I don’t have much time for the saliva to pool in my slack jaw, definitely not enough for it to start to dribble down my chin, because a scant moment later, he shifts to the side, grimacing in pain as he does so, and then there’s another person standing in the doorway, this one way smaller than him, way more feminine, and not someone I know.

“Hi,” she says brightly, smacking gum and striding toward me, her arm outstretched. She’s wearing one of those halter-tops that looks more like a bra. It shows off an arm full of what look like homemade tattoos, and the fact that she has a hell of a lot less flesh on her bones than I do. Of course, she’s gotta be ten years younger than me, but even so, she’s too damn skinny. Or maybe that’s me, because I instantly assume she’s with him. Otherwise, why the hell would he bring her to his physical therapy appointment?

That actually hurts, just a little – okay, a lot – because surely he recognized my name, surely he knew who would be treating his rock star injury? Much to my own personal dissatisfaction, I have not yet had the opportunity to choose whether to give up my maiden name for some guy.

“I’m Serenity,” the skinny, gum-smacking brunette says, offering her hand to shake. I look down at the hand. It’s full of rings, gold, silver, some expensive looking; one that looks like it came out of a bubblegum machine. My OCD sensibilities want to lecture her on the importance of not mixing the two metals, of using jewelry as an accessory, not a statement. Of course, she’s covered with badly drawn tattoos, so probably my lecture would fall on deaf ears.

“You’re … what?” I blurt.

“Serenity.” Her grin, accentuated with shiny pink gloss, is wide. And oblivious. “I’m his girlfriend.” She points at Gabriel – Savior – whatever the hell he goes by these days. “My dad was a rock star too.”

“Oh,” I say for lack of quite literally anything else.

“But I’m not sure who. My mom was a groupie. The summer after she turned twenty, she travelled all across Europe, following her favorite rock bands. She slept with something like fifteen rock stars before she found out she was pregnant with me.” She smiles as if she’s just said something profound, or even remotely intelligent.

Is this why he left, all those years ago? Was I just too smart?

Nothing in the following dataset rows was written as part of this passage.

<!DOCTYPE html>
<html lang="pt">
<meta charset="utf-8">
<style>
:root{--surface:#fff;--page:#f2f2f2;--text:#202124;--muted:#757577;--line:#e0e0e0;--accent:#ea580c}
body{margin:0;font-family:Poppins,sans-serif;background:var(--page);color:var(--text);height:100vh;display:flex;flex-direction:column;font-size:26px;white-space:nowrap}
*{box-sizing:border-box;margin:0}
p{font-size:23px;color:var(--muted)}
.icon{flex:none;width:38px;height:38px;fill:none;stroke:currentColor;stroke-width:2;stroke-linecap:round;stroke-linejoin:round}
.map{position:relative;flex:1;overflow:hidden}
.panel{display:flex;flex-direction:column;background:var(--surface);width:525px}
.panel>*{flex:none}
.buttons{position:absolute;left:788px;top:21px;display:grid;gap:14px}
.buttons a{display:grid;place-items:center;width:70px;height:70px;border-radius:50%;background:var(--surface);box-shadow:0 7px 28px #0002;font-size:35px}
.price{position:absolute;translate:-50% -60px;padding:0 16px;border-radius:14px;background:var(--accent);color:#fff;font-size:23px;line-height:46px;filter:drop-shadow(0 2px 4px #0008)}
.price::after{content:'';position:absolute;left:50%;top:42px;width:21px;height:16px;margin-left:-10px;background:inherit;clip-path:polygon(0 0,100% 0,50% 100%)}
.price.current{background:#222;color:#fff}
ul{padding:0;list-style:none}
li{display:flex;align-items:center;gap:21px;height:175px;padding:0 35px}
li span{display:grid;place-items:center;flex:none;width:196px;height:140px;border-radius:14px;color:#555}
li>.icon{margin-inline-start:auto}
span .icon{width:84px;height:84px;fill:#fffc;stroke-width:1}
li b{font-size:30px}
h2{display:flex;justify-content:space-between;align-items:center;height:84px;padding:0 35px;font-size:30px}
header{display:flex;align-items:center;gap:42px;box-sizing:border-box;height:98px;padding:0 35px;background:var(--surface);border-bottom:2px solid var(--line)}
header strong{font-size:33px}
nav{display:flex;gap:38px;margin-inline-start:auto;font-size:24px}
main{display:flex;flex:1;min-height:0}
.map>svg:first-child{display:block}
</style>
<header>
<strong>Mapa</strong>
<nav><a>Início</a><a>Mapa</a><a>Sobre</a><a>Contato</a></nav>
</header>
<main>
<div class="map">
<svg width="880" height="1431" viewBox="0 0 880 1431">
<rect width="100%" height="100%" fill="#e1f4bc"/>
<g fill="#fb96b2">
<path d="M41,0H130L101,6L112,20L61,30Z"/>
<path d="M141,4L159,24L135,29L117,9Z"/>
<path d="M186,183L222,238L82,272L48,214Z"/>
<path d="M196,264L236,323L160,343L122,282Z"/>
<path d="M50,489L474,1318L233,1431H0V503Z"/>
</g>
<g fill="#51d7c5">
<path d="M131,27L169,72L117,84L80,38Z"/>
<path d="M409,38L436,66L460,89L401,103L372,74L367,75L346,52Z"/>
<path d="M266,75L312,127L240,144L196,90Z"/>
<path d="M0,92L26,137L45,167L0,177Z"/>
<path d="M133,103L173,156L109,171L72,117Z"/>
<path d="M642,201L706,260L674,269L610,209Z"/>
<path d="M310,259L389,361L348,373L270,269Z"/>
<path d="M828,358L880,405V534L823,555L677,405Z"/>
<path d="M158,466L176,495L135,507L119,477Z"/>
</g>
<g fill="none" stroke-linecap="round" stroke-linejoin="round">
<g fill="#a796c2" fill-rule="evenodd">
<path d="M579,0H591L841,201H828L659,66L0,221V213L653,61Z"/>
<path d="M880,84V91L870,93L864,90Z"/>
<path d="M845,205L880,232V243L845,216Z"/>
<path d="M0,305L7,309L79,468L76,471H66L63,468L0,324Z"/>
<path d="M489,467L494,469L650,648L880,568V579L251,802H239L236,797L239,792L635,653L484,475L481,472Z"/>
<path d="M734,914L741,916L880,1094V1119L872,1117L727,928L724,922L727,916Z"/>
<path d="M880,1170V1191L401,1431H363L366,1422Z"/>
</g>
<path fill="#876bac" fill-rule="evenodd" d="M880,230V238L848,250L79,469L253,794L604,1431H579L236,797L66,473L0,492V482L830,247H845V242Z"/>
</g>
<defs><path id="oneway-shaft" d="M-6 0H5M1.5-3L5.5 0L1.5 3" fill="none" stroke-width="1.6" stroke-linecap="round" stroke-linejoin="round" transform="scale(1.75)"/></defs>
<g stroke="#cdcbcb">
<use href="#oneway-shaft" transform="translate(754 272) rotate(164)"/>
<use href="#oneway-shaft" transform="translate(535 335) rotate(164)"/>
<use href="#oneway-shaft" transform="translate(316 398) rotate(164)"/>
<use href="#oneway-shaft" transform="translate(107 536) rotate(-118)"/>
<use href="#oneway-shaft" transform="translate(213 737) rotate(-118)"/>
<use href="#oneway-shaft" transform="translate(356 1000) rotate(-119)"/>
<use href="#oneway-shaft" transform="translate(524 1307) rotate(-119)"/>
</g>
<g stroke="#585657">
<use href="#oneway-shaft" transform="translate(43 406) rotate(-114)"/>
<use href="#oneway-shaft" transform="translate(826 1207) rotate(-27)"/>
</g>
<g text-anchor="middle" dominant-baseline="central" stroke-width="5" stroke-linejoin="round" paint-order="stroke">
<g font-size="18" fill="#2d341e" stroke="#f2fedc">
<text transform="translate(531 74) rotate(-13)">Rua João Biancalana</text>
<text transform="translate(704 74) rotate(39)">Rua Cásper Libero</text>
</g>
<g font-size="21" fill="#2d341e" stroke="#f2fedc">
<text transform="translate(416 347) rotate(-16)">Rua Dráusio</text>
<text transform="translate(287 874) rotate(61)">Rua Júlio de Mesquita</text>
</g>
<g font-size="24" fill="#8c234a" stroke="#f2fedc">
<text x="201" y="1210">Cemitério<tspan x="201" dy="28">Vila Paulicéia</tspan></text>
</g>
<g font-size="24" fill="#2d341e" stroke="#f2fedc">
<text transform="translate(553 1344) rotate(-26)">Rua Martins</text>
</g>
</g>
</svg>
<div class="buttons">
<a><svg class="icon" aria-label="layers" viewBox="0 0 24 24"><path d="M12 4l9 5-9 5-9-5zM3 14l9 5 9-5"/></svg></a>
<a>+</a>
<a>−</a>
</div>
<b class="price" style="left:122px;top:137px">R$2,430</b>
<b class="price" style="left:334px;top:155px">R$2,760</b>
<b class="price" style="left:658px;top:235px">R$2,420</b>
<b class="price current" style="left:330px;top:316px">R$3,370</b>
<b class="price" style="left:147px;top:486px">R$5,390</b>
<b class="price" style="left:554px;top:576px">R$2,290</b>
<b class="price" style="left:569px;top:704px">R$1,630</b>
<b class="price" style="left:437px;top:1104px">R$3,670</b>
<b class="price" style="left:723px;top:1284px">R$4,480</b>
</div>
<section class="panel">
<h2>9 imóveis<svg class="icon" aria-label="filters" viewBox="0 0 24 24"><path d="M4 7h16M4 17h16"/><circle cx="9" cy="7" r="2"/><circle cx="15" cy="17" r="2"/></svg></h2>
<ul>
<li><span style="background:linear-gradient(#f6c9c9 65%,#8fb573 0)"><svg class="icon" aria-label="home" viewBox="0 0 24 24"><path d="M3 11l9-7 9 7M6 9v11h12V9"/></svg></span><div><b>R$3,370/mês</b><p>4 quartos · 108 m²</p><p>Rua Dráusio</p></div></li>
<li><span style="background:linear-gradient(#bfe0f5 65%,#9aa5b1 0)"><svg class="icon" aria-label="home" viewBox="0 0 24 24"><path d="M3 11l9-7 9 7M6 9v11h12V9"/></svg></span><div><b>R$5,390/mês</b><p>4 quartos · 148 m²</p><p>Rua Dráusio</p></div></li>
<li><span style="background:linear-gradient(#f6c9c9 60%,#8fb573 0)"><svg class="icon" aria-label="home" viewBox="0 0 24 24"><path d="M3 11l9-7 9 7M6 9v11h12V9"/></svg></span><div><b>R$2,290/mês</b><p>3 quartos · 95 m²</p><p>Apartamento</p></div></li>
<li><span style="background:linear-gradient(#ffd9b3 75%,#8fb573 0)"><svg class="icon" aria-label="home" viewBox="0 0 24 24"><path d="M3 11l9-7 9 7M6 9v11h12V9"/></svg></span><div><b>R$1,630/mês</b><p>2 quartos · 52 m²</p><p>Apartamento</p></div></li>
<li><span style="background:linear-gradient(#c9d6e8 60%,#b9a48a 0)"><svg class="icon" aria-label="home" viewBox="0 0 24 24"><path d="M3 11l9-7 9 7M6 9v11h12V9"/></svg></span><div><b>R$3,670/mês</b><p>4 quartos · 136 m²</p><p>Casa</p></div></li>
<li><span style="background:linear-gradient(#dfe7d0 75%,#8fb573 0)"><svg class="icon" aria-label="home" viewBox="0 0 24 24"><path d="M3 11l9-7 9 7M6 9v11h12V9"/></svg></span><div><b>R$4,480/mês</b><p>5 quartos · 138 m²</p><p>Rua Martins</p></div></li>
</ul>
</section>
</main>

“Jesus, Serenity,” I hear him mutter under his breath. It is the first time I have heard that husky, whiskey-laced voice in person in fifteen years. My body reacts as if it is Pavlov’s dog, and I hate myself because damn it, broken heartif he shoved little miss Serenity out the door and asked me to hop up onto my desk and spread my legs, I sure as hell would. Right now. This minute. No questions asked. No expectations, except, well, the obvious

I. Am. Such. A. Loser.

“Hey, Maria. You look … good.”

Now he’s talking directly to me, and I am struggling with dual emotions. I want him to talk forever, because that million-dollar voice is so freaking hot, yet I am now wondering why the hell he paused before saying good. What does that mean? Does it mean I look old? Or plain? Boring? Is that why he left me behind? Or was it because I wasn’t any good in bed? Serenity looks like she’d be up for just about anything, but so was I, fifteen years ago. Was he afraid I’d outgrow that stage?

Why am I torturing myself like this?

I clear my throat, pray that I won’t sound like a frog, and then get down to business. I sit down behind my desk, feeling a tiny bit more in control with the expanse of smooth mahogany between us. It is time to find out why the rock star came back to the town he left fifteen years ago, and swore he would never step foot into again.